Symptom: Operation status stuck at running with no progress change for more than 15 minutes

Cause: The protector-engine process on the active site may have died or lost its database connection mid-operation.

Fix:

  1. Check engine health: systemctl status protector-engine and journalctl -u protector-engine -n 100
  2. If the engine is stopped, restart it: systemctl restart protector-engine. The engine will pick up pending operations from the database on startup.
  3. If the operation remains stuck after engine restart, check the steps_completed field to see how far it progressed. Depending on the step, you may need to manually clean up partial resources (orphaned volumes or instances on the target site) before retrying.

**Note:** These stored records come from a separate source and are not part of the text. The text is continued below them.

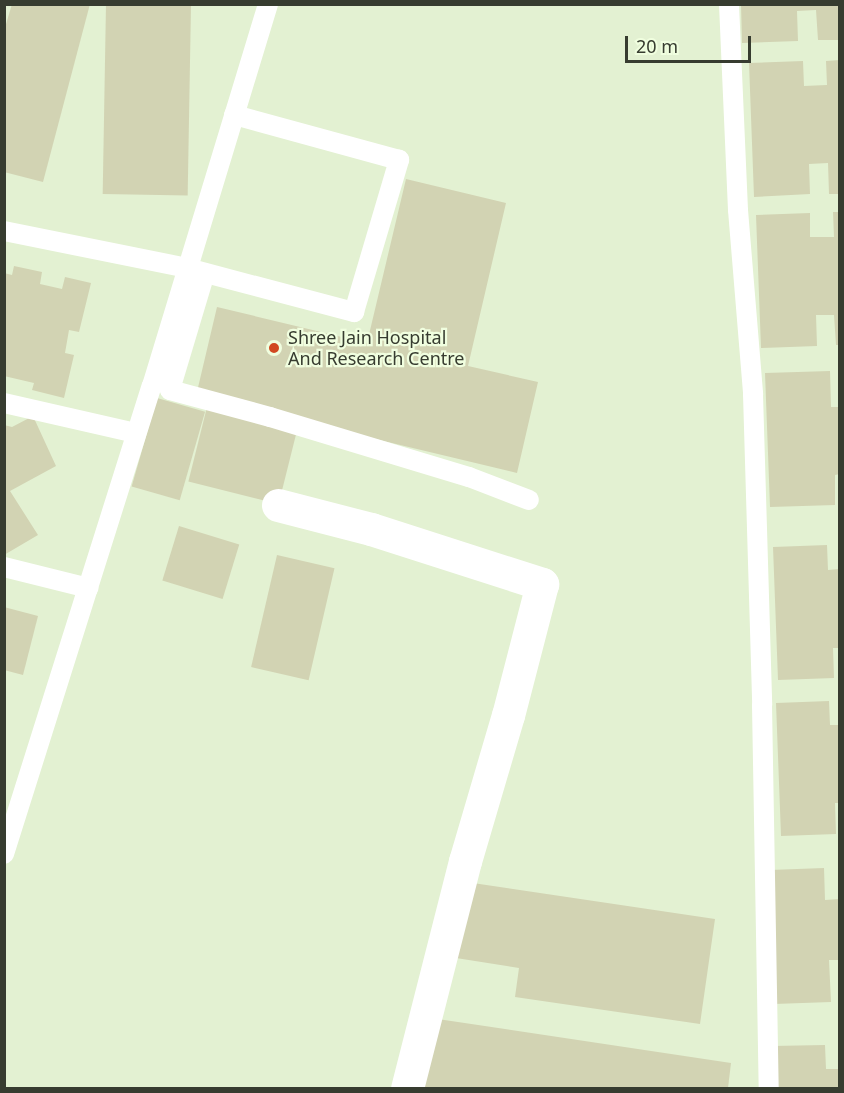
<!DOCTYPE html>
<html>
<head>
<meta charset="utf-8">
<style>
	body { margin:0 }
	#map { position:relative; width:844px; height:1093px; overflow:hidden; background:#e3f1d2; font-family:"Noto Sans",sans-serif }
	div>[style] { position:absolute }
	.building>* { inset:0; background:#d2d3b3; transform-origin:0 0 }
	.lane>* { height:20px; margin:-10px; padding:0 10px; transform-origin:10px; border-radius:10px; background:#fff }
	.street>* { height:33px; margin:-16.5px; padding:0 16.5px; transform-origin:16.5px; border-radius:16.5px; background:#fff }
	.dots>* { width:16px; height:16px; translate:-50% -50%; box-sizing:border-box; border:3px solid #f0fedf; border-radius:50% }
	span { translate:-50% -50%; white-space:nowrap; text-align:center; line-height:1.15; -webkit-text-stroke:4.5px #f0fedf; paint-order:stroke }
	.poi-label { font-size:18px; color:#373c30 }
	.left { translate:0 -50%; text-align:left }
	.frame { position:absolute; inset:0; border:6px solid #373c30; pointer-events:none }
	.scale { position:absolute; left:625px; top:36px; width:126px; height:27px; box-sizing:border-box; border:3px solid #373c30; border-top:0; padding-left:8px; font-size:18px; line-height:21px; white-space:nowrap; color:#373c30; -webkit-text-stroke:4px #f0fedf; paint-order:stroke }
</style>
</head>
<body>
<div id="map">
	<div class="building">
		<i style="clip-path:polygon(12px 4px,90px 4px,43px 182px,4px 172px,4px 31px)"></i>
		<i style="left:106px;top:4px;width:85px;height:190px;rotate:1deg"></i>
		<i style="clip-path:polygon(741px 4px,840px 4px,840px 40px,818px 40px,816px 10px,797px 11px,798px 41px,742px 43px)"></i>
		<i style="clip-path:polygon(840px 60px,840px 194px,829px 194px,828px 163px,809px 164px,810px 194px,754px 197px,749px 63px,803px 61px,804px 86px,827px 85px,826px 61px)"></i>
		<i style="clip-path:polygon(406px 179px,506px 203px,468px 366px,538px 382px,517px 473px,196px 396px,217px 307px,367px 343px)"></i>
		<i style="clip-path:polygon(833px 212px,840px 212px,840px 345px,836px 345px,834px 315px,816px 315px,817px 346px,761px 348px,756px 215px,810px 213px,810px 237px,834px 237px)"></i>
		<i style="clip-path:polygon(14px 266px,42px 272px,40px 284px,62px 289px,65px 277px,91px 283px,79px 332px,69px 330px,65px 353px,74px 355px,64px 398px,32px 390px,34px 383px,4px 376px,4px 273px,12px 275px)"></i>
		<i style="clip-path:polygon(830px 371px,831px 407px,840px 407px,840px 474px,835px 475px,835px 505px,770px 507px,765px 373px)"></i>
		<i style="left:157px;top:398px;width:50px;height:92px;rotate:16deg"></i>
		<i style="left:208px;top:403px;width:93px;height:81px;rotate:14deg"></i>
		<i style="clip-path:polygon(33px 416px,56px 466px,10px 491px,38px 535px,4px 555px,4px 425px,12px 427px)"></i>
		<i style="left:179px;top:526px;width:63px;height:57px;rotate:17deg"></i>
		<i style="clip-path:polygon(827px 545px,828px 570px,840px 569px,840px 648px,833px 648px,834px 678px,778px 680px,773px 547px)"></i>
		<i style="left:277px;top:555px;width:59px;height:115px;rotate:13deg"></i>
		<i style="clip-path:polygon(4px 607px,38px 616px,23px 675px,4px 670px)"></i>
		<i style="clip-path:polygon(829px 701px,830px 725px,840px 725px,840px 803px,835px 803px,836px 834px,781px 836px,776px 703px)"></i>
		<i style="clip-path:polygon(824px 868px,825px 900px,840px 899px,840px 960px,829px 960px,831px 1002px,774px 1004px,770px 870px)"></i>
		<i style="clip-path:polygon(466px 882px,715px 919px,700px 1024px,515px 997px,519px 968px,456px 958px)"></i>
		<i style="clip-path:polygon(431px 1018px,731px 1063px,728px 1088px,421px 1088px)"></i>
		<i style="clip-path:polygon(825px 1045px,826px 1069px,840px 1069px,840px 1088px,774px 1088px,772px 1046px)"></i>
	</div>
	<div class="lane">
		<i style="left:729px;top:4px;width:206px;rotate:87.5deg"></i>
		<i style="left:738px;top:210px;width:185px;rotate:85.3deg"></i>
		<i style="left:753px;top:394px;width:311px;rotate:88.3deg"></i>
		<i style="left:762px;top:705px;width:383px;rotate:89deg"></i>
		<i style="left:4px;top:231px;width:187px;rotate:11.4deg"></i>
		<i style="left:187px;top:268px;width:173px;rotate:14.8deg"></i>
		<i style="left:354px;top:312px;width:159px;rotate:-73.5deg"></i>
		<i style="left:399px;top:160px;width:171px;rotate:-164.7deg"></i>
		<i style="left:205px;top:273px;width:122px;rotate:106.7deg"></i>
		<i style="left:170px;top:390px;width:104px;rotate:15.1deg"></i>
		<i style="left:270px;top:417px;width:208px;rotate:16.8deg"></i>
		<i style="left:469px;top:477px;width:64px;rotate:21deg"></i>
		<i style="left:4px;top:403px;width:135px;rotate:12.8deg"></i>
		<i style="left:4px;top:567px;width:87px;rotate:14deg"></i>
		<i style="left:4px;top:854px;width:491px;rotate:-72.5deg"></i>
		<i style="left:152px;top:386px;width:399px;rotate:-73.1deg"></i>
	</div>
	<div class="street">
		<i style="left:278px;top:505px;width:96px;rotate:14.5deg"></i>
		<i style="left:371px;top:529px;width:180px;rotate:17.8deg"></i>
		<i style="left:542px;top:584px;width:135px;rotate:104.5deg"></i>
		<i style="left:508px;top:715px;width:152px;rotate:106.4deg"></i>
		<i style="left:465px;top:861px;width:234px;rotate:104.3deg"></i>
	</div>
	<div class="dots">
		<i style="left:274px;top:348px;background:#d14821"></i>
	</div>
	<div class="poi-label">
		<span class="left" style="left:288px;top:348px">Shree Jain Hospital<br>And Research Centre</span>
	</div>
	<div class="frame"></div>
	<div class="scale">20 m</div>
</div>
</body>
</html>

Symptom: Failback rejected with Protection Group is not in failed_over state

Cause: The Protection Group status is not failed_over. Failback is only valid from this state.

Fix: Run GET /v1/{tenant_id}/protection-groups/{pg_id} and inspect status and current_primary_site_id. If the group shows active and current_primary_site_id points to what you consider the secondary, a previous failover may not have completed or may have rolled back. Review operation history with GET /v1/{tenant_id}/operations filtered by the Protection Group ID.


Symptom: After unplanned failover, metadata sync shows OUT OF SYNC and version mismatch

Cause: During the unplanned failover, Protector could not reach the failed primary site to push the updated metadata. This is expected behavior.

Fix: Once the failed site recovers, force a metadata sync from the currently active site:

openstack protector protection-group sync-force prod-web-app

Verify both sites are at the same version before attempting any further modifications or operations:

openstack protector protection-group sync-status prod-web-app

Symptom: Test cleanup leaves orphaned volumes or instances on the target site

Cause: The test_cleanup operation failed partway through, or was never run after a test failover.

Fix: Re-issue the test_cleanup action. Protector tracks which resources were created during the test failover in the operation's result_data field and will attempt to remove them:

curl -s -X POST \
  http://site-a-controller:8788/v1/$TENANT_ID/protection-groups/$PG_ID/action \
  -H "X-Auth-Token: $TOKEN" \
  -H "Content-Type: application/json" \
  -H "OpenStack-API-Version: protector 1.1" \
  -d '{"test_cleanup": {}}'

If cleanup continues to fail, identify the resources from the test failover operation's result_data and remove them manually via the Nova and Cinder APIs on the target site.